Source records:
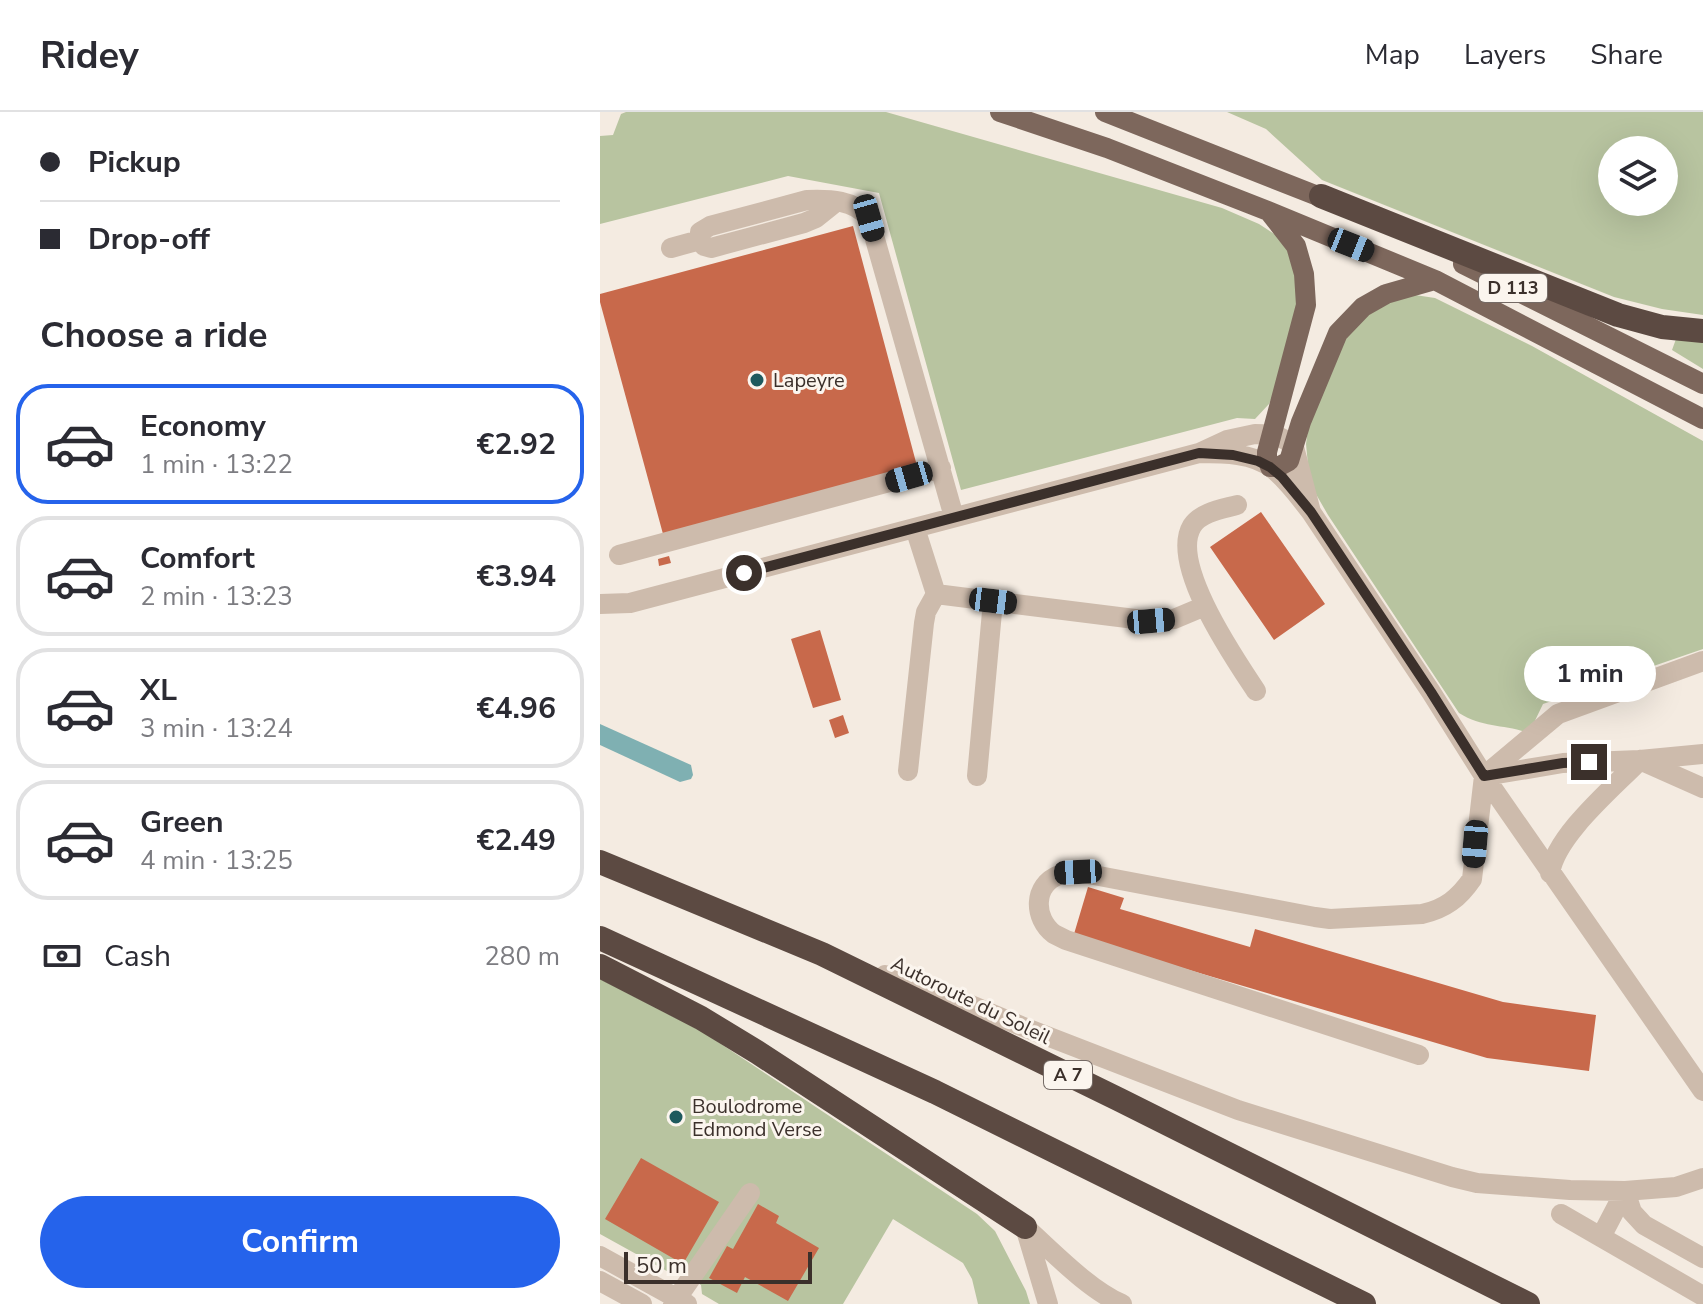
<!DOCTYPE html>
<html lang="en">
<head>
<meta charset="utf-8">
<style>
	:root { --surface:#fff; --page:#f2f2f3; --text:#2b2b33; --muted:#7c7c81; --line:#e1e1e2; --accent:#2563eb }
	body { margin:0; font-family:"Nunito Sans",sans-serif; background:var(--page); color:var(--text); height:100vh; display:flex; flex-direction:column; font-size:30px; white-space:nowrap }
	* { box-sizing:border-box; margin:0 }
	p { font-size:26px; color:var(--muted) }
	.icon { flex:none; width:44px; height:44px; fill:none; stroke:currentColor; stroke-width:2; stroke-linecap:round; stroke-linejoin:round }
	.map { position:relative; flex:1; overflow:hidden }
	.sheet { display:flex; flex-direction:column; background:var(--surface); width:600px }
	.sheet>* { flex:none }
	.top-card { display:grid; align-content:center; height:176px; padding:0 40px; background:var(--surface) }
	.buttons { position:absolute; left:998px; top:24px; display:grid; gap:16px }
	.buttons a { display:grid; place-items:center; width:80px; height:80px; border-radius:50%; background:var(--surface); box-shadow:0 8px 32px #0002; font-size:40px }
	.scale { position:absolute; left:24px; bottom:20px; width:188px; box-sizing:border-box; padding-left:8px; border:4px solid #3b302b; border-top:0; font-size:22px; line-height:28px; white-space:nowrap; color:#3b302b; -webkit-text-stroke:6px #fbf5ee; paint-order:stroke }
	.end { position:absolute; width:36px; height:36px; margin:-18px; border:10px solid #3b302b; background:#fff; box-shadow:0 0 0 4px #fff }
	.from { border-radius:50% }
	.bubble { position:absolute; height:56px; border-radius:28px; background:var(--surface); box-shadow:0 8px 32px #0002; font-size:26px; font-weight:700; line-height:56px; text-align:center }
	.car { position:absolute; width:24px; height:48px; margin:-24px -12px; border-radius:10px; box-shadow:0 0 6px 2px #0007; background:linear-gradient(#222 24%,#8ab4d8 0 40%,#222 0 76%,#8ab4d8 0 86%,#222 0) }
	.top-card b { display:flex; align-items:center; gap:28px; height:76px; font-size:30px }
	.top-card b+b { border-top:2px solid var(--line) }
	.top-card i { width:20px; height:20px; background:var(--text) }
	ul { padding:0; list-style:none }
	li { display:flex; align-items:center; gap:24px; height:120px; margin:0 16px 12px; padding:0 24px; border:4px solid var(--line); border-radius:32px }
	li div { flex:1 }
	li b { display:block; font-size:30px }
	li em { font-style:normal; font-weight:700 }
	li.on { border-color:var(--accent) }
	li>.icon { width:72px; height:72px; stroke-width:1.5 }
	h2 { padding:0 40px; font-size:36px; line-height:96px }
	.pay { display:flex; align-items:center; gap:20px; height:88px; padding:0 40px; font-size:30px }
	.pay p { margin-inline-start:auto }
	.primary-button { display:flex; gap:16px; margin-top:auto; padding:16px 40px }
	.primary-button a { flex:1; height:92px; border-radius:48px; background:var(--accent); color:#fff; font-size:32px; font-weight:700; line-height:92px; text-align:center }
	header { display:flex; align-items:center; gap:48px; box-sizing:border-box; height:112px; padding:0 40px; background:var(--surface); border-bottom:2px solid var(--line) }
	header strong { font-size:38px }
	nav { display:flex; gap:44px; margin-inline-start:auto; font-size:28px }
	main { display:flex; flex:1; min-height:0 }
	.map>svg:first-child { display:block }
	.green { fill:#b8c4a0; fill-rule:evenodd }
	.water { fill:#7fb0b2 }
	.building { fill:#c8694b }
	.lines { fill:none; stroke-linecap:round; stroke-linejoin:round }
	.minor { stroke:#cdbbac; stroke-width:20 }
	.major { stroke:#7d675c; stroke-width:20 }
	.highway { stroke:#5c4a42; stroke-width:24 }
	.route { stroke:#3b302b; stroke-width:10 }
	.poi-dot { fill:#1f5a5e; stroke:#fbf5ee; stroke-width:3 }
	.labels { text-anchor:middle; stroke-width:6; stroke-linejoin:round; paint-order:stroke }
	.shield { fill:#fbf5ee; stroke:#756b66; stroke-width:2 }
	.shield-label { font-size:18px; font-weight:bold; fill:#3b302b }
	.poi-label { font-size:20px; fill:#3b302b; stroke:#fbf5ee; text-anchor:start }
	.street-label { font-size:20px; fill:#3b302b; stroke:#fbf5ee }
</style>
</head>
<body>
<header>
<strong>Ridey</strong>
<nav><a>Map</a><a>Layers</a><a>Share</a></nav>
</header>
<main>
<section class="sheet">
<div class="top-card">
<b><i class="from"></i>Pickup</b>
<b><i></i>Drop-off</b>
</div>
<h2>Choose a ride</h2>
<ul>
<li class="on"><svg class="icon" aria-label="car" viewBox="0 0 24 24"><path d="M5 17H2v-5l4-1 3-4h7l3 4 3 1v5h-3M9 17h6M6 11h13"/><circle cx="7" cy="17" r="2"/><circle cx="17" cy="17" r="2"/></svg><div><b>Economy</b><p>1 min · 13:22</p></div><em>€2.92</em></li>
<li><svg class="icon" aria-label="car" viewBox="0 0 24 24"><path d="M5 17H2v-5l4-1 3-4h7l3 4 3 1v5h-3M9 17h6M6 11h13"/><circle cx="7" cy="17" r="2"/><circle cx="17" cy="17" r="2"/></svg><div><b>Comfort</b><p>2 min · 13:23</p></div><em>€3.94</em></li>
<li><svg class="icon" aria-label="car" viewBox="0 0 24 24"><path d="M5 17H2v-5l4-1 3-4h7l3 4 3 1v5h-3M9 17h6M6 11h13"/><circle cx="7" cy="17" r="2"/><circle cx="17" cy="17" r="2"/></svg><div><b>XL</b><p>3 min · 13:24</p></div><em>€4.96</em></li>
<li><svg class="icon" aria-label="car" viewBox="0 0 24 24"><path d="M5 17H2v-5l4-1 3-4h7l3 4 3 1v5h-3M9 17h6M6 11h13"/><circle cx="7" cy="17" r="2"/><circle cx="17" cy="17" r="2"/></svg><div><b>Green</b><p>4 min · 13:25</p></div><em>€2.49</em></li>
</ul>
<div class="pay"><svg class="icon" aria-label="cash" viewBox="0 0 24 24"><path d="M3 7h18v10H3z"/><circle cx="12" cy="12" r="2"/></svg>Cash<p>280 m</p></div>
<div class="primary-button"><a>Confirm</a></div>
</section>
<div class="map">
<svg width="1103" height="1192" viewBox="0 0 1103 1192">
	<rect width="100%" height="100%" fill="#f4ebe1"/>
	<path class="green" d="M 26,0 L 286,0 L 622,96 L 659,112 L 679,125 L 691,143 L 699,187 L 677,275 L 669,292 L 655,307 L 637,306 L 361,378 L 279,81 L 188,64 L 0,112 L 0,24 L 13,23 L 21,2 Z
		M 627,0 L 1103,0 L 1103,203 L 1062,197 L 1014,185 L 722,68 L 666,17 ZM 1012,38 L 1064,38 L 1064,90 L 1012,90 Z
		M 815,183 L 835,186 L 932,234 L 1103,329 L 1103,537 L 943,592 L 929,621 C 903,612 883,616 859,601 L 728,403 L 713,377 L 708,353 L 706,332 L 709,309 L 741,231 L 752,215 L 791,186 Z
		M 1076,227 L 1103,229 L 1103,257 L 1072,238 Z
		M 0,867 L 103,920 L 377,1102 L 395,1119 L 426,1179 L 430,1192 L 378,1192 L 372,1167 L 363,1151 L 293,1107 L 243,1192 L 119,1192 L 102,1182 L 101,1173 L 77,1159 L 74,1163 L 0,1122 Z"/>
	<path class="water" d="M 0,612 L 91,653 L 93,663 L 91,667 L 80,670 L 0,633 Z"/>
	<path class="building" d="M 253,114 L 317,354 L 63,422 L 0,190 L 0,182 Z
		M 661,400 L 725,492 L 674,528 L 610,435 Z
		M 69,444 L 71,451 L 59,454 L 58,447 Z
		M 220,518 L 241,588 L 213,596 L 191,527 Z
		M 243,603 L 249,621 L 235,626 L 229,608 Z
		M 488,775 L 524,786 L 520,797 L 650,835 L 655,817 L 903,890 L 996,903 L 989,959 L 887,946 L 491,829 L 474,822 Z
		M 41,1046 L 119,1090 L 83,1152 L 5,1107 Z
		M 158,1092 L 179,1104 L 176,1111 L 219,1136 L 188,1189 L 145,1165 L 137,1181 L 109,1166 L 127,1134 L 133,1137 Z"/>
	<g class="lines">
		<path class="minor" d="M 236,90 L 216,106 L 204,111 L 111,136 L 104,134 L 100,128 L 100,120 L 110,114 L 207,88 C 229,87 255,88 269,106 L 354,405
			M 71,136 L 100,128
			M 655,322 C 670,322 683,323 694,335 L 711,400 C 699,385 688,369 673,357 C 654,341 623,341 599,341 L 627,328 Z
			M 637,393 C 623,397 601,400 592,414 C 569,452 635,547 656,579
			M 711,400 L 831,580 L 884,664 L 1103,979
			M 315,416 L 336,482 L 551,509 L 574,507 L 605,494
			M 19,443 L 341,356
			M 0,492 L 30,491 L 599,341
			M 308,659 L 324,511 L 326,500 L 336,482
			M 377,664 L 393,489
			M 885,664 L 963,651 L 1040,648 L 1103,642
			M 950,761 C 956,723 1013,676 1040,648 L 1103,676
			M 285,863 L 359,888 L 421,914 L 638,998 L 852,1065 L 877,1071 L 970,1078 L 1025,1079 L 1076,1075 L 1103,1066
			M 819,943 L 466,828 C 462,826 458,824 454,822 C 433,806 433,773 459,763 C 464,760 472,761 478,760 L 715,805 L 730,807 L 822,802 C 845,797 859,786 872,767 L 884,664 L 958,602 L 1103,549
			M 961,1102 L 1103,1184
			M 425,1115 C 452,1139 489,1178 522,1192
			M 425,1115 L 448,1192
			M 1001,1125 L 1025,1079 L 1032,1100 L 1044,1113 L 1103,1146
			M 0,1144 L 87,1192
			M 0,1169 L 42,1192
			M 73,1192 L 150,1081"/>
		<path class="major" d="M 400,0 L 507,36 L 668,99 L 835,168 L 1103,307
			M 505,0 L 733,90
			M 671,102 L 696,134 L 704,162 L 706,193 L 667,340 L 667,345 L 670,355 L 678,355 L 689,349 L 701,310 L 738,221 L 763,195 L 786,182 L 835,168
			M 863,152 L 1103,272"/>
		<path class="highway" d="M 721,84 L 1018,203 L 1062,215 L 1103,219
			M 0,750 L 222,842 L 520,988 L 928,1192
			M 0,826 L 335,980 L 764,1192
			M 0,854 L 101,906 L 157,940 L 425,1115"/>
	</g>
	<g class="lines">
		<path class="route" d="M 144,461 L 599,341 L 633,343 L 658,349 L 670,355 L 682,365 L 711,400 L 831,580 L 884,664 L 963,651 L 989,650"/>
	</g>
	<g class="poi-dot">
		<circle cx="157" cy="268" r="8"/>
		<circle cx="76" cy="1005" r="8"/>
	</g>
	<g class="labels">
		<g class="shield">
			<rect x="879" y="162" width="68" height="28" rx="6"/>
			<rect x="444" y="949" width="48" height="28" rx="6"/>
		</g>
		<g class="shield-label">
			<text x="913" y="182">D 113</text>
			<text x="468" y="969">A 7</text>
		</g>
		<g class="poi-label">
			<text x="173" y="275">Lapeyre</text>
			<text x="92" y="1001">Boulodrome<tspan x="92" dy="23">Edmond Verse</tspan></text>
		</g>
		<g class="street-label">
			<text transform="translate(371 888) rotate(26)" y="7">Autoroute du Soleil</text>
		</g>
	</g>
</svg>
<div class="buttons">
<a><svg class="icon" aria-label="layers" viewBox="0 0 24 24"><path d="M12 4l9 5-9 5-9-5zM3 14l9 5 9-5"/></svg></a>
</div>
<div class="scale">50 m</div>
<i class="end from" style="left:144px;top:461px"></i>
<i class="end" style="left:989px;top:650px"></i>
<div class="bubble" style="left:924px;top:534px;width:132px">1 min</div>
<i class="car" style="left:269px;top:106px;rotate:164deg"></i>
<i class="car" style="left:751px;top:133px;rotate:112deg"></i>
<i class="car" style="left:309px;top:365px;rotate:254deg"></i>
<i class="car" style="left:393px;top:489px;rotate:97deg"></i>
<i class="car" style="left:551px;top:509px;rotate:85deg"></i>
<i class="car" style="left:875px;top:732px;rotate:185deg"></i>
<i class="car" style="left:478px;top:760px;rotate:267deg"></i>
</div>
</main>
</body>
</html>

ACTIVITY: Only lines containing the string "linejoin" are needed. Pull each of them out of the records above.

REPLY:
	.icon { flex:none; width:44px; height:44px; fill:none; stroke:currentColor; stroke-width:2; stroke-linecap:round; stroke-linejoin:round }
	.lines { fill:none; stroke-linecap:round; stroke-linejoin:round }
	.labels { text-anchor:middle; stroke-width:6; stroke-linejoin:round; paint-order:stroke }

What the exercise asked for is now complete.